One thing I wanted to test is that the receiver supported the black abomination that is OSTN02, a modification of OSGB36. I surveyed a random point in ETRS89, converted it internally to OSGB36 and did the same conversion with the Ordnance Survey's own coordinate transformation tool. Initially, it seemed it didn't, as the difference was about 2.06m. It turned out that I also had to change the datum used by OSGB36 to the Newlyn datum, which made it produce the same values as the OS site, so all good there. I also wanted to test how accurate Google Earth imagery was locally, so I recorded a bunch of points in ETRS89, converted them to WGS84, as used by Google Earth and converted it to kml. Here is a picture of how that turned out. Looks like the Google Earth imagery is very good indeed!

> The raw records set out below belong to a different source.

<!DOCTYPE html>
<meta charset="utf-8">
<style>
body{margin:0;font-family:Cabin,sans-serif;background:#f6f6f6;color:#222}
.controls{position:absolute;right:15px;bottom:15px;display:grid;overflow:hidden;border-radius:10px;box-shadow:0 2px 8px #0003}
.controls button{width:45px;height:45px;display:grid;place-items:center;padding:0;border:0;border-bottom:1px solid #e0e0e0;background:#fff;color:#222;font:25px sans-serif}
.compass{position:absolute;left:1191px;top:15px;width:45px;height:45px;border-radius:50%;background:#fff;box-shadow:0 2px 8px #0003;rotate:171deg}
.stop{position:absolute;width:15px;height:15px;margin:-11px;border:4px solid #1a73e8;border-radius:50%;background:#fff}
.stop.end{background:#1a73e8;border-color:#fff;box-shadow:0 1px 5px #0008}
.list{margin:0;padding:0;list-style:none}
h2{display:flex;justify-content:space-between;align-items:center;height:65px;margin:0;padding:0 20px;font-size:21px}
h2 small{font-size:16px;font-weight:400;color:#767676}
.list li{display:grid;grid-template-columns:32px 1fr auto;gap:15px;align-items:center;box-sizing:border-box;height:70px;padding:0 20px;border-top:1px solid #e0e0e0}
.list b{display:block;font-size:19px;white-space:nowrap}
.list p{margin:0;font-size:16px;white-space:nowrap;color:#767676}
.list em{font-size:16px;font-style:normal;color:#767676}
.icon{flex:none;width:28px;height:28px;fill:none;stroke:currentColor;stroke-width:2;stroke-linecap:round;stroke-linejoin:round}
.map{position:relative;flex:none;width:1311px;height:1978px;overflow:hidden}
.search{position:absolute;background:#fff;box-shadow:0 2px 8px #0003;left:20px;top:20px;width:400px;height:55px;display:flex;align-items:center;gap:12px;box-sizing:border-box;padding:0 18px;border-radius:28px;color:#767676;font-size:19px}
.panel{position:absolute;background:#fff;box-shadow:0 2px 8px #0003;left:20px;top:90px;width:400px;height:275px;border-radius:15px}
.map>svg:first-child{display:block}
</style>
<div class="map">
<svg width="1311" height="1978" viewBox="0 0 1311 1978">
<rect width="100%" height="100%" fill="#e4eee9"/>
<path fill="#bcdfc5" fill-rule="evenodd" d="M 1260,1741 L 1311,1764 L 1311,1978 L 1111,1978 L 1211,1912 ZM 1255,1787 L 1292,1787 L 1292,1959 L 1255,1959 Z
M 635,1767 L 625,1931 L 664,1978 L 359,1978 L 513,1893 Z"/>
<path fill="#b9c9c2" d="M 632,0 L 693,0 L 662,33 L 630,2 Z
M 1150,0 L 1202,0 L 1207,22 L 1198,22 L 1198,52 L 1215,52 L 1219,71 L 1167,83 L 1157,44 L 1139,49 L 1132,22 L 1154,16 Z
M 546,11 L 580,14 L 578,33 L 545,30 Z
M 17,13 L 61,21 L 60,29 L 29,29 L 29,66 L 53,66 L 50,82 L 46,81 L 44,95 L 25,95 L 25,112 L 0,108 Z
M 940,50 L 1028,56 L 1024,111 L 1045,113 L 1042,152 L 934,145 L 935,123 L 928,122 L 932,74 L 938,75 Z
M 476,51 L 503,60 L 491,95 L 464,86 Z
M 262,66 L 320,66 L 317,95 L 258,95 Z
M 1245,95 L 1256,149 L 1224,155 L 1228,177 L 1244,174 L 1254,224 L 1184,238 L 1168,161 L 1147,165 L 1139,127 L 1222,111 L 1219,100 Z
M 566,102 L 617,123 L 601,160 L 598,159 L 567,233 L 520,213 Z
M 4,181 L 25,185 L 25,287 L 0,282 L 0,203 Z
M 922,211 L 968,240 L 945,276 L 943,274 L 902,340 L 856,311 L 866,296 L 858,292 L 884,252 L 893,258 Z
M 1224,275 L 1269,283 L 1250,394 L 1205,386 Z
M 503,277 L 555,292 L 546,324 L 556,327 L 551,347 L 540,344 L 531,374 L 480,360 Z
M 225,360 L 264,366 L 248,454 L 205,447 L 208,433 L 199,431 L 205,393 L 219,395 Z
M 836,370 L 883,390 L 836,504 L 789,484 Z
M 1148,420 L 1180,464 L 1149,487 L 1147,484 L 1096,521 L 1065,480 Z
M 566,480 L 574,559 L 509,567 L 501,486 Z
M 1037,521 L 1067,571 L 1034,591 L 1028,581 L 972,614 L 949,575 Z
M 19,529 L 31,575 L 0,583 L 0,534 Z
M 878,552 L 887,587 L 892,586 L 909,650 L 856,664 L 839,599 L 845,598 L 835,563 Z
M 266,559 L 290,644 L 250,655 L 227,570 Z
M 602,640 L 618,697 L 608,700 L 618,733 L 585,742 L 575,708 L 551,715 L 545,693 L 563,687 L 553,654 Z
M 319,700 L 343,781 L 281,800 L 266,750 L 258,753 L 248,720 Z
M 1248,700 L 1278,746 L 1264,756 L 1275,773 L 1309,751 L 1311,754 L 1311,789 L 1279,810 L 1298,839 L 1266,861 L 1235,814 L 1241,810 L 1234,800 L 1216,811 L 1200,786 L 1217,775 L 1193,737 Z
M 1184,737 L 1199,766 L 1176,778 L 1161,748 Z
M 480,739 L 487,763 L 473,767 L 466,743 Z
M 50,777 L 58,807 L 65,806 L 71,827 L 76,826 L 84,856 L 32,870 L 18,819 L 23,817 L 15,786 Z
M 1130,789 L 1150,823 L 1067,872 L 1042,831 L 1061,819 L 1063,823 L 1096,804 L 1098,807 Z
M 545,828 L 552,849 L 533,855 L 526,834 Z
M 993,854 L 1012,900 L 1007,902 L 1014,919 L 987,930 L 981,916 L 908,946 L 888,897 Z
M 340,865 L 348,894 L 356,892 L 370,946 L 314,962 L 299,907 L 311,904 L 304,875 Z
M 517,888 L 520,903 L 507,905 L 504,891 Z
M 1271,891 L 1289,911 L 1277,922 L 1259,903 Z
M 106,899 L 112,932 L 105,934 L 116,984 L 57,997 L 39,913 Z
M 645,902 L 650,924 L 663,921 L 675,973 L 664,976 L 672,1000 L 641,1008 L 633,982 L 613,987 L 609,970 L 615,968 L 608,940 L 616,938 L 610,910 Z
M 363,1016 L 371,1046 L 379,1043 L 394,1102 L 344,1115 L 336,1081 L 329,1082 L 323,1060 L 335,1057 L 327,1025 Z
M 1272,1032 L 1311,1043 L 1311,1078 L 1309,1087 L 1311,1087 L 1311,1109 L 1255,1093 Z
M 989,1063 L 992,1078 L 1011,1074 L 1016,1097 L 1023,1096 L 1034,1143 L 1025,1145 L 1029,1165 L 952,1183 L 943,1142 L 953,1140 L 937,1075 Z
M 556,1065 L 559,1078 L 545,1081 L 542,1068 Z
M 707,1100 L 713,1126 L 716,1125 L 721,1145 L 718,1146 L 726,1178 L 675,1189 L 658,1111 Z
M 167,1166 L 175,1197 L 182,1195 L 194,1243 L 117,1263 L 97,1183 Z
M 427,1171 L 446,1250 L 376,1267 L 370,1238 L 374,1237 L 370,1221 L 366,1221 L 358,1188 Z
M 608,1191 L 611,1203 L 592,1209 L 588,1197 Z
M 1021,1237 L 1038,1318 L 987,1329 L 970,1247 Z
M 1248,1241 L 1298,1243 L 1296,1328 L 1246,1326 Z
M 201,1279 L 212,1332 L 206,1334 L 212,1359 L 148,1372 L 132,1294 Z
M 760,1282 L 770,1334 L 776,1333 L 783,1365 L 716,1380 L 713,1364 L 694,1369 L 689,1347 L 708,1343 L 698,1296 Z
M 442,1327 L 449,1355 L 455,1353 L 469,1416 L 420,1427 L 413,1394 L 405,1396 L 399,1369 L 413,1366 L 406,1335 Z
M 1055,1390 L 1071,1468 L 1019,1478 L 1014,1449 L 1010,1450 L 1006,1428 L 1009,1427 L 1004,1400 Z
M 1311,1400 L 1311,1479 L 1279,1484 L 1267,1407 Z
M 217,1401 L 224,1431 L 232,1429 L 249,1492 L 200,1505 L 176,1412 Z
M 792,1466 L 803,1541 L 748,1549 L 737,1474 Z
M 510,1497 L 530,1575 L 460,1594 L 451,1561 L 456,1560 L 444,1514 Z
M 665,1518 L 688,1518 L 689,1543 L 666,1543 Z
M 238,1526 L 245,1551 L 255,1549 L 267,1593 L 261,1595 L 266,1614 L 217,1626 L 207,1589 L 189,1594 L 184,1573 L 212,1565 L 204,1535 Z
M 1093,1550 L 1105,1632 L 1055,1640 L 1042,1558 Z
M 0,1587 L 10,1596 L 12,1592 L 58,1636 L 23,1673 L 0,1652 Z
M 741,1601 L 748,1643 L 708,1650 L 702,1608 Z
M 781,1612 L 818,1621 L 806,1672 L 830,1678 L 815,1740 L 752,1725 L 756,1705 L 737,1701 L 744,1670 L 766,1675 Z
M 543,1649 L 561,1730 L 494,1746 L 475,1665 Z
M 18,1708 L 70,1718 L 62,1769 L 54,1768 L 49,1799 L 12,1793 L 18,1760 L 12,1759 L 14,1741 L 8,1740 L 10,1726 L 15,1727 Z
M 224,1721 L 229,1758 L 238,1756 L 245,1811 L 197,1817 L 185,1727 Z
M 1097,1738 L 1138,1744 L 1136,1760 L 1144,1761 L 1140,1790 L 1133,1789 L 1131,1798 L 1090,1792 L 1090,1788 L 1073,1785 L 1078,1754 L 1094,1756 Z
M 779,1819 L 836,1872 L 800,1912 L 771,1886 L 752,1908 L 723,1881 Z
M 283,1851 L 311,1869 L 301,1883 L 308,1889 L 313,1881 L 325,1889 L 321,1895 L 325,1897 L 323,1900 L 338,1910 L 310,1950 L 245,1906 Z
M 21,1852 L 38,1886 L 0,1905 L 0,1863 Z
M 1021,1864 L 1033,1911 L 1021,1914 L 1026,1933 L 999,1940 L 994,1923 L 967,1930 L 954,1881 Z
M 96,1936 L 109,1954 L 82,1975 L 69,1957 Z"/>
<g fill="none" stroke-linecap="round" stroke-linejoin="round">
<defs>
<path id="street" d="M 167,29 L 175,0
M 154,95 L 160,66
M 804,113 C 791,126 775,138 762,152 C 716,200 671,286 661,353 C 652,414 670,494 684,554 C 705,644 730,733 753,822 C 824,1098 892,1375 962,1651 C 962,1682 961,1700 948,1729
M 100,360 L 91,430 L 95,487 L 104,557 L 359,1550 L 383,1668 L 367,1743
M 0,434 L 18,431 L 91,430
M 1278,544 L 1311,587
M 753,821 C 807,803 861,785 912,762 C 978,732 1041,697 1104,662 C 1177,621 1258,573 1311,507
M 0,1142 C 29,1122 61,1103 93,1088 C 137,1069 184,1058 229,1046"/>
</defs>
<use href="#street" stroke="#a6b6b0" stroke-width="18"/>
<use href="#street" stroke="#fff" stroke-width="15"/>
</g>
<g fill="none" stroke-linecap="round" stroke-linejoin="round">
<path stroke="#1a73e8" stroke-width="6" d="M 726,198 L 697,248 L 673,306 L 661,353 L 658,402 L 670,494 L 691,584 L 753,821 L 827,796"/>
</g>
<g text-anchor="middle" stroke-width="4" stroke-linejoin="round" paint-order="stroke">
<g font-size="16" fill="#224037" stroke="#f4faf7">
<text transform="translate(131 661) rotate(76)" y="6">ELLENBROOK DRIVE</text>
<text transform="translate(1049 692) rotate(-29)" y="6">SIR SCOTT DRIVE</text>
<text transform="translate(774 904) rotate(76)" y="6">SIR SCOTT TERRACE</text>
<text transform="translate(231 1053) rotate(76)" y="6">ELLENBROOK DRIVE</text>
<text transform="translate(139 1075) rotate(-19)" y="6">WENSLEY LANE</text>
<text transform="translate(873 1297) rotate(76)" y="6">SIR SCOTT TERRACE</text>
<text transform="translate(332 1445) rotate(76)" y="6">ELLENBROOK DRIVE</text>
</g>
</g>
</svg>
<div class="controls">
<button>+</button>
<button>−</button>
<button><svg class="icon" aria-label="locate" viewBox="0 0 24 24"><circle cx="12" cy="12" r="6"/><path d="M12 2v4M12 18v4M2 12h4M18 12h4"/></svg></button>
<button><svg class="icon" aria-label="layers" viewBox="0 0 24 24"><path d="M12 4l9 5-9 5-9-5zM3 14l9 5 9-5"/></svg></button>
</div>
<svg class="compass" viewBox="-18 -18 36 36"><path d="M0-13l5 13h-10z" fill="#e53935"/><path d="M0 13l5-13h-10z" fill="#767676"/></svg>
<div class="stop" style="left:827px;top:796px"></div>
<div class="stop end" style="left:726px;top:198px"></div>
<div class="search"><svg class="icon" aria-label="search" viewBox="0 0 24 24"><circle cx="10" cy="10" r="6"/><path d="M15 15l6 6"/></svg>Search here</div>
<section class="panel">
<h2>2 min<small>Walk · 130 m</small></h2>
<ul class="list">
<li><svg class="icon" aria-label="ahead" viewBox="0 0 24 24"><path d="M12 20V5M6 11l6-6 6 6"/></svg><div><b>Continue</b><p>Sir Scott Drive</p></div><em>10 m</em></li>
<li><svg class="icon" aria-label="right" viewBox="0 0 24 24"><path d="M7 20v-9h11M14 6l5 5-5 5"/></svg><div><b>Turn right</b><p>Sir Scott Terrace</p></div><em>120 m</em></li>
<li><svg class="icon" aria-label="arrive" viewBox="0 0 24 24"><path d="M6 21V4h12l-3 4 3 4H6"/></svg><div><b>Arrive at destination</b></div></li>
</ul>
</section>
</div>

How do I use this fantastic new toy in the field? With the total station, I used to set up the total station at one end of a baseline along a straight edge of a field, tell it that it was at 500E,500N, point it along the baseline, then tell it that it was facing something like an angle of 270 (west), even though it wasn't. Then I could just go and look for 460E,500N etc. For reestablishing the grid, I used to record two resection points that could be described to a few cm, the downside being that those points could disappear, which did happen in a couple of cases. For placing on maps, I recorded a bunch of points at the edge of the field to match to the edge of the field on maps or aerials. The process is described in more detail here.

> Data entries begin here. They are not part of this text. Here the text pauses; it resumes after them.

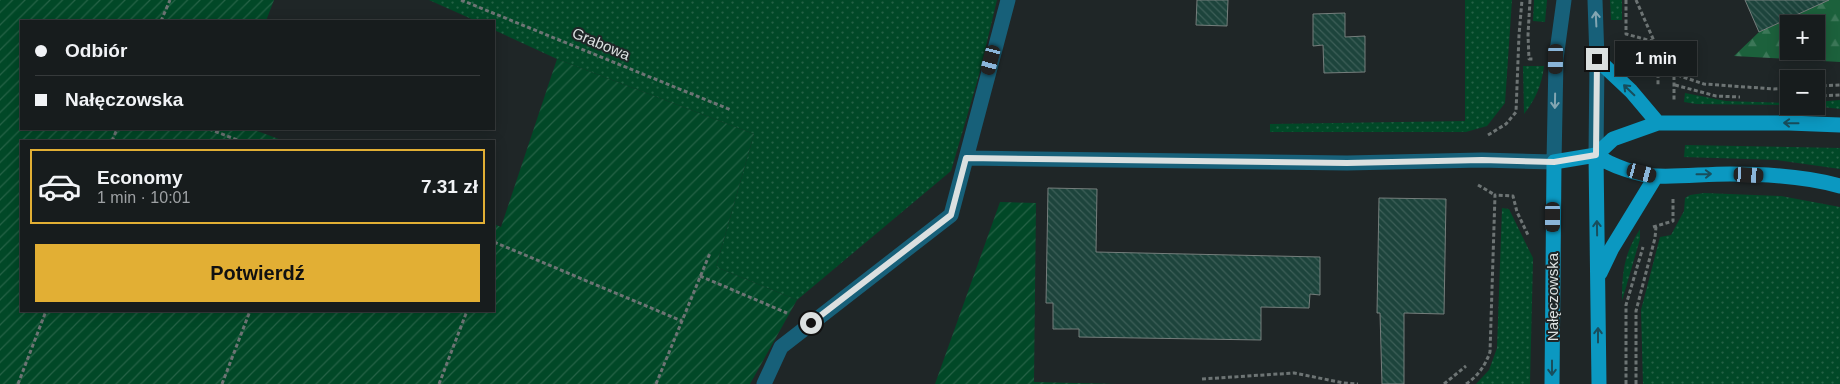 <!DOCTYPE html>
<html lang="pl">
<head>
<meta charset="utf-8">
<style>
	body { margin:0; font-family:Helvetica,sans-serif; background:#202526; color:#f1f3f6; height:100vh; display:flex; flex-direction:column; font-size:19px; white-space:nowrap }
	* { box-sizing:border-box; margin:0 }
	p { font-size:16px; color:#9ea1a4 }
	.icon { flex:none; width:28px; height:28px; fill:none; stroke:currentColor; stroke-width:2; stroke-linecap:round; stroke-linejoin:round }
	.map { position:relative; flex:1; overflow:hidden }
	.details { position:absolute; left:20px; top:140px; width:475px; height:172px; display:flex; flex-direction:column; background:#171c1d; border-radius:0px; box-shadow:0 2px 12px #0003,0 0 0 1px #363a3b }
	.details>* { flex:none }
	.hud { position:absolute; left:20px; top:20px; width:475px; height:110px; border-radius:0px; box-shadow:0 2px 12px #0003,0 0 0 1px #363a3b; display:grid; align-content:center; height:110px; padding:0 15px; background:#171c1d }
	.tools { position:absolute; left:1780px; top:15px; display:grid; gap:10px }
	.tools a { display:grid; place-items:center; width:45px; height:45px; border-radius:0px; background:#171c1d; box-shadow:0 2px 12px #0003,0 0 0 1px #363a3b; font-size:25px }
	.end { position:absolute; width:22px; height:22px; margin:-11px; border:6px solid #dbe0e0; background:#111; box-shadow:0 0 0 2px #111 }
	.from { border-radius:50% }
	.bubble { position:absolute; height:35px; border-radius:0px; background:#171c1d; box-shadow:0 2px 12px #0003,0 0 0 1px #363a3b; font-size:16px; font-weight:800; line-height:35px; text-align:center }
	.car { position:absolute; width:15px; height:30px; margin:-15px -8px; border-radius:6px; box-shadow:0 0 4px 1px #0007; background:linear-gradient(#222 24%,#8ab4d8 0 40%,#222 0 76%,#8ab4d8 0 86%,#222 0) }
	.hud b { display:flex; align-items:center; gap:18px; height:48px; font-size:19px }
	.hud b+b { border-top:1px solid #363a3b }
	.hud i { width:12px; height:12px; background:#f1f3f6 }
	ul { padding:9px 0 0; list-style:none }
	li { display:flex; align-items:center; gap:15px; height:75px; margin:0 10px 8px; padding:0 5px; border:2px solid transparent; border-radius:0px }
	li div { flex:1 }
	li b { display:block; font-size:19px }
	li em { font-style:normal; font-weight:800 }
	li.on { border-color:#e2af34 }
	li>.icon { width:45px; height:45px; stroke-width:1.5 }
	.action { display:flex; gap:10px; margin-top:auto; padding:10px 15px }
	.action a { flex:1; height:58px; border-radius:0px; background:#e2af34; color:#111; font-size:20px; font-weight:800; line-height:58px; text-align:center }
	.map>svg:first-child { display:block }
</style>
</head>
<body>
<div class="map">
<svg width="1840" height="384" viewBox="0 0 1840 384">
	<defs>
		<pattern id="grass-dots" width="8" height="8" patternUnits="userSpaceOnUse" patternTransform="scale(1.25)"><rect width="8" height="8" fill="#014827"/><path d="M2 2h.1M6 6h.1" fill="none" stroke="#256246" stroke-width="1.8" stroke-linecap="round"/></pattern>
		<pattern id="forest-firs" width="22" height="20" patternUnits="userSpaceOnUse" patternTransform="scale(1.25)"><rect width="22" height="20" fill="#1c613c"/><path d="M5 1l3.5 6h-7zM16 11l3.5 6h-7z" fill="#3c7758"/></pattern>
		<pattern id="garden-furrows" width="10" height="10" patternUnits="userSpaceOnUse" patternTransform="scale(1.25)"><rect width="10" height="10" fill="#014827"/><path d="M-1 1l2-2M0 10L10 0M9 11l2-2" fill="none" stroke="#256246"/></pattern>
		<pattern id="building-back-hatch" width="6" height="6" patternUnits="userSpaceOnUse" patternTransform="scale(1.25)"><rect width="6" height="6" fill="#1d443c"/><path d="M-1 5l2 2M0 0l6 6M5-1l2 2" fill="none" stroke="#3d5f58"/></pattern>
	</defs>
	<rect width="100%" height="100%" fill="#1f2627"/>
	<path fill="url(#grass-dots)" d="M 429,0 L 997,0 L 979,75 L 951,171 L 797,300 L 716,267 L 754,134 L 557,59 L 494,30 L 494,21 L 476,21 Z
		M 1465,0 L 1512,0 L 1505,103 L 1487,126 L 1466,132 L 1270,132 L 1270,124 L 1465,121 Z
		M 1534,0 L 1547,0 L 1545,22 L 1533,21 Z
		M 1610,0 L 1622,0 L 1622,20 L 1611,20 Z
		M 1523,66 L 1544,66 C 1542,85 1535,100 1524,114 Z
		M 1685,93 L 1726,101 L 1789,103 L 1789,105 L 1696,104 L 1684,102 Z
		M 1840,100 L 1840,109 L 1814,106 L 1816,106 L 1816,102 Z
		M 1685,145 L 1840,148 L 1840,169 L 1777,160 L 1684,157 Z
		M 1704,193 L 1781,196 L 1840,207 L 1840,384 L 1643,384 L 1641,310 L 1660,237 L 1671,235 L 1684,211 L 1685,198 L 1690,195 Z
		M 1502,208 L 1509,209 L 1533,258 L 1530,384 L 1476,384 L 1489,370 L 1497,348 Z
		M 1640,229 L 1640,239 L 1622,301 C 1622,272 1624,254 1640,229 Z"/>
	<path fill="url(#forest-firs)" fill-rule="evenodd" d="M 1813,0 L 1840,0 L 1840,62 L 1734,56 L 1759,32 L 1807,10 ZM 1789,24 L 1816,24 L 1816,51 L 1789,51 Z"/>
	<path fill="url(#garden-furrows)" d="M 0,0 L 274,0 L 266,21 L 21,21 L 21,129 L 252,129 L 284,141 L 21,141 L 21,311 L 494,311 L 494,224 L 501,227 L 557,59 L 754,134 L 716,267 L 797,300 L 750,384 L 0,384 Z
		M 1000,202 L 1036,203 L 1034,382 L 1117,384 L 935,384 Z"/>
	<path fill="url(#building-back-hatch)" stroke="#757e7c" d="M 1197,0 L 1228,0 L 1227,26 L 1196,25 Z
		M 1745,0 L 1829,0 L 1759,32 Z
		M 1345,13 L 1345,37 L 1365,36 L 1365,72 L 1324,73 L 1323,45 L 1313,46 L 1313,14 Z
		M 1048,188 L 1097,189 L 1096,252 L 1320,257 L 1320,295 L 1310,294 L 1309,308 L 1261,307 L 1261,340 L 1079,337 L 1079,329 L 1053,329 L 1053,303 L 1046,303 Z
		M 1379,198 L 1446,199 L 1444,314 L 1404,313 L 1404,384 L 1382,384 L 1380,313 L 1377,313 Z"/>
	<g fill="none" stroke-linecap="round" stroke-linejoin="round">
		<path stroke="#6d7474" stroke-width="3" stroke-dasharray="4 2.5" stroke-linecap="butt" d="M 461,0 L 731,110
			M 1530,0 L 1528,35 L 1529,59 L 1534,59
			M 1626,0 L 1626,34 L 1666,45 L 1677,59 L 1674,73 L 1674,100
			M 1636,0 L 1654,41 L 1658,59 L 1658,86
			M 161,21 L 170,0
			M 1633,59 L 1658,59
			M 1659,69 L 1704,84 L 1774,89 L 1789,88
			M 1675,85 L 1716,96 L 1740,97
			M 1816,86 L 1840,85
			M 1816,96 L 1840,95
			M 209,129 L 240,141
			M 1488,135 L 1506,124 L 1516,112 L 1519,35 L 1522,0
			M 112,141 L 117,129
			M 1478,185 L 1495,195
			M 1653,227 L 1673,221 L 1673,198
			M 494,242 L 682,321
			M 700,276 L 787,313
			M 1202,379 L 1294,373 L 1344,383 L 1358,384
			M 18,384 L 46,311
			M 222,384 L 250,311
			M 439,384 L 467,311
			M 656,384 L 710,253
			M 1444,384 L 1466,366
			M 1466,384 C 1478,376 1485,366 1490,352 L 1495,195 L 1513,196 L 1517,212 L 1528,235
			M 1626,384 L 1626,305 L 1643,247
			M 1636,384 L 1636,311 L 1655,238 L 1656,227"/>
		<path stroke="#176079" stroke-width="15" d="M 1595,0 L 1597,59 L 1596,155
			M 966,158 L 1347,163 L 1482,160 L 1554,162 L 1556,59 L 1564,0
			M 764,384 L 781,347 L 951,215 L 1008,0"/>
		<path stroke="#0b98c1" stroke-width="15" d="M 1597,59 L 1631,91 L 1658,123
			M 1596,155 C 1609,165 1640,176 1657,176 C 1680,177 1706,174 1730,174 C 1766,174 1805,176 1840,186
			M 1596,155 L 1599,384
			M 1600,273 L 1612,248 L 1656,176
			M 1552,384 L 1554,162 L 1596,155 L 1613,139 L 1658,123 L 1789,123 L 1840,125"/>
	</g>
	<defs><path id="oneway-shaft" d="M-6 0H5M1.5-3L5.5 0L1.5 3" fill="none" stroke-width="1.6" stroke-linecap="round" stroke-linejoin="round" transform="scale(1.25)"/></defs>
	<g stroke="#83a6b2">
		<use href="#oneway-shaft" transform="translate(1596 19) rotate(-93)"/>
		<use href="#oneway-shaft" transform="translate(1555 101) rotate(91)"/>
	</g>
	<g stroke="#184e5d">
		<use href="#oneway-shaft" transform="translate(1629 90) rotate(-136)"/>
		<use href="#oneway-shaft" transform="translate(1791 123) rotate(-179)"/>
		<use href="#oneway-shaft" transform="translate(1704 174) rotate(-1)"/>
		<use href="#oneway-shaft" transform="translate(1597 228) rotate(-91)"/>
		<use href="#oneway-shaft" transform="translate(1598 335) rotate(-90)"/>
		<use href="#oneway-shaft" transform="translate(1552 368) rotate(90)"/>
	</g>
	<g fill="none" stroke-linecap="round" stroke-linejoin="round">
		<path stroke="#dbe0e0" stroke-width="6" d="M 811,323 L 951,215 L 966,158 L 1347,163 L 1482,160 L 1554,162 L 1596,155 L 1597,59"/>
	</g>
	<g text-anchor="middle" stroke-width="4" stroke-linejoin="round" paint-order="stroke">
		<g font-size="15" fill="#dbe0e0" stroke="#1f2627">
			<text transform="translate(601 44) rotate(23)" y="5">Grabowa</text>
			<text transform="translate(1553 297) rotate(-90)" y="5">Nałęczowska</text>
		</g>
	</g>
</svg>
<div class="tools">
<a>+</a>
<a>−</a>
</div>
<i class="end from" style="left:811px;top:323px"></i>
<i class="end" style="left:1597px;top:59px"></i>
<div class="bubble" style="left:1615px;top:41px;width:82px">1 min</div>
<i class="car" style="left:1556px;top:59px;rotate:181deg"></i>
<i class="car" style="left:991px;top:60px;rotate:195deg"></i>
<i class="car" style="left:1642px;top:173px;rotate:105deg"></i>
<i class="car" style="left:1749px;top:175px;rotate:93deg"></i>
<i class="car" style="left:1553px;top:217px;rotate:180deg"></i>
<div class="hud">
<b><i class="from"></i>Odbiór</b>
<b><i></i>Nałęczowska</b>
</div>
<section class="details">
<ul>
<li class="on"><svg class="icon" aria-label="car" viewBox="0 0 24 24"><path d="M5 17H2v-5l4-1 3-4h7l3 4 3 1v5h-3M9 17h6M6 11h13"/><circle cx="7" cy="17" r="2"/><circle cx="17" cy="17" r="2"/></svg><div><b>Economy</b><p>1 min · 10:01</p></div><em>7.31 zł</em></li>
</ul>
<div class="action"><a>Potwierdź</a></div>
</section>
</div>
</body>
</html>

With the GPS, I start by collecting the same point I originally would have occupied with the base station, then setting it to stake out to that point and walking 120m away along the baseline. I then do a Multiple Point Localization on those two point, using coordinates of 500E/500N and 380E,500N, which will create a new projection which I can use to walk to further points just as with the total station, only with a single person instead of two. The two points used for the localization are recorded in lieu of resection points, but the new projection is stored on the device, so they are only needed if other people are re-establishing the grid. Since I get absolute coordinates, there is no need to record points around the edge of the field to overlay the geophysics correctly, so everything becomes much faster and more reliable.

Now to get out and use it. I'm going to be doing a big radar survey of Chichester in July, so watch this space for some results from that.